• **Records for processing**
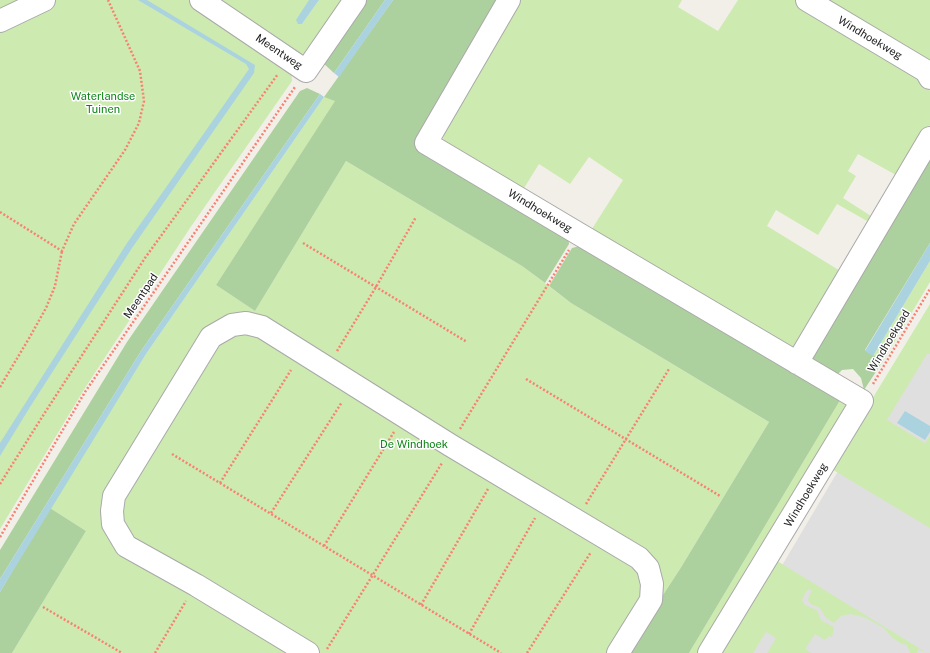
<!DOCTYPE html>
<style>
body{margin:0}
canvas{display:block;background:#f2efe9}
</style>
<canvas width="930" height="653"></canvas>
<script>
const c = document.querySelector('canvas').getContext('2d');
c.lineJoin = 'round';
function paint(path, color) { c.fillStyle = color; c.fill(path, 'evenodd'); }
const toPath = rows => new Path2D(rows.map(r => 'M' + r).join(''));
function strokePath(path, color, width, dash) { c.strokeStyle = color; c.lineWidth = width; c.lineCap = dash ? 'butt' : 'round'; c.setLineDash(dash || []); c.stroke(path); }
function drawText(font, color, halo, rows, align = 'center') {
  c.font = font + ' "Public Sans",sans-serif'; c.lineWidth = 3; c.setLineDash([]); c.textBaseline = 'middle'; c.strokeStyle = halo; c.fillStyle = color; for (const [text, x, y, turn = 0] of rows) {
    c.save(); c.translate(x, y); c.rotate((+turn || 0) * Math.PI / 180); c.textAlign = isNaN(turn) ? turn : align; if (halo) c.strokeText(text, 0, 0); c.fillText(text, 0, 0); c.restore();
  }
}
const residential = toPath([
 [930,316,930,653,730,653]
]);
const grass = toPath([
 [0,0,313,0,298,24,302,24,319,0,345,0,305,54,290,53,292,81,190,228,85,388,0,529],
 [515,0,682,0,678,7,718,31,738,0,797,0,922,78,930,91,930,125,881,208,874,212,873,211,879,204,896,175,858,154,848,171,856,176,843,198,871,216,867,221,837,204,818,235,776,210,767,226,842,272,797,345,787,350,781,349,590,232,623,180,589,157,570,184,539,164,521,193,453,149,443,140,447,112],
 [820,0,930,0,930,67],
 [324,97,336,100,216,285,255,311,346,161,522,266,571,303,769,422,680,569,625,653,12,653,86,531,50,508,146,354],
 [930,261,930,282,883,361,873,356],
 [930,304,930,354,927,354,887,420,925,443,930,436,930,528,830,468],
 [842,397,847,406,703,653,689,653],
 [774,559,927,653,918,649,917,653,910,653,907,645,900,643,892,637,884,628,864,617,850,614,841,616,834,623,826,618,820,608,811,604,808,600,809,595,812,591,809,589,806,592,802,600,805,605,817,610,821,620,834,627,832,637,829,636,825,640,815,634,805,649,811,653,767,653,776,638,766,632,753,653,718,653]
]);
const forest = toPath([
 [362,0,385,0,334,73,323,63],
 [393,0,502,0,417,144,568,236,569,244,545,283,522,266,346,161,255,311,216,285,335,101,324,97],
 [307,88,320,94,141,351,0,579,0,550,127,342,300,91],
 [930,150,930,243,865,350,883,361,864,390,861,378,853,369,842,370,834,378,817,365,811,357],
 [584,245,842,397,689,653,625,653,680,569,769,422,571,303,549,286,572,248],
 [50,508,86,531,12,653,0,653,0,592]
]);
const water = toPath([
 [138,0,147,0,255,65,254,73,132,248,30,407,0,456,0,443,127,243,249,69,246,64],
 [309,0,319,0,302,24,298,24,296,20],
 [385,0,393,0,339,77,334,73],
 [320,94,324,97,146,354,0,592,0,579,141,351],
 [930,243,930,261,873,356,865,351],
 [905,411,930,426,930,432,925,440,897,423]
]);
const path = toPath([
 [0,212,62,251,74,224,125,150,139,123,144,101,140,71,108,0],
 [303,243,467,342],
 [337,351,376,287,416,217],
 [526,379,720,496],
 [873,384,930,289],
 [0,387,31,335,46,308,55,286,62,251],
 [460,429,569,250],
 [172,454,501,653],
 [220,483,291,370],
 [0,484,44,414,145,258,278,74],
 [586,504,669,369],
 [271,513,342,402],
 [0,537,85,392,295,87],
 [324,546,394,432],
 [421,605,488,489],
 [43,607,122,653],
 [469,634,535,518],
 [327,649,442,463],
 [155,653,186,601],
 [527,653,591,552]
]);
const minor = toPath([
 [201,0,306,71,355,0],
 [509,0,426,143,579,234,862,401,709,653],
 [807,0,926,71,930,78],
 [0,21,44,0],
 [797,363,930,138],
 [308,653,196,585,126,546,113,524,112,511,114,496,211,337,232,325,246,323,262,327,450,445,639,558,648,568,652,584,651,600,618,653]
]);
const streetNames = [
 ["Windhoekweg",870,38,31],
 ["Meentweg",279,52,34],
 ["Windhoekweg",540,211,31],
 ["Meentpad",141,296,-56],
 ["Windhoekpad",889,341,-59],
 ["Windhoekweg",806,495,-59]
];
const parkNames = [
 ["Waterlandse",103,97],
 ["Tuinen",103,110],
 ["De Windhoek",414,445]
];
paint(residential, '#e0dfdf');
paint(grass, '#cdebb0');
paint(forest, '#add19e');
paint(water, '#aad3df');
strokePath(minor, '#a9a9a9', 24);
strokePath(path, '#fa8072', 2.5, [2, 2]);
strokePath(minor, '#fff', 22);
drawText('11px', '#222', '#fff', streetNames);
drawText('11px', '#0c8416', '#fff', parkNames);
</script>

• **What is required**
Retype the records above word for word, from their first line through the line containing "const toPath = rows", and leave out every picture.

• **Response**
<!DOCTYPE html>
<style>
body{margin:0}
canvas{display:block;background:#f2efe9}
</style>
<canvas width="930" height="653"></canvas>
<script>
const c = document.querySelector('canvas').getContext('2d');
c.lineJoin = 'round';
function paint(path, color) { c.fillStyle = color; c.fill(path, 'evenodd'); }
const toPath = rows => new Path2D(rows.map(r => 'M' + r).join(''));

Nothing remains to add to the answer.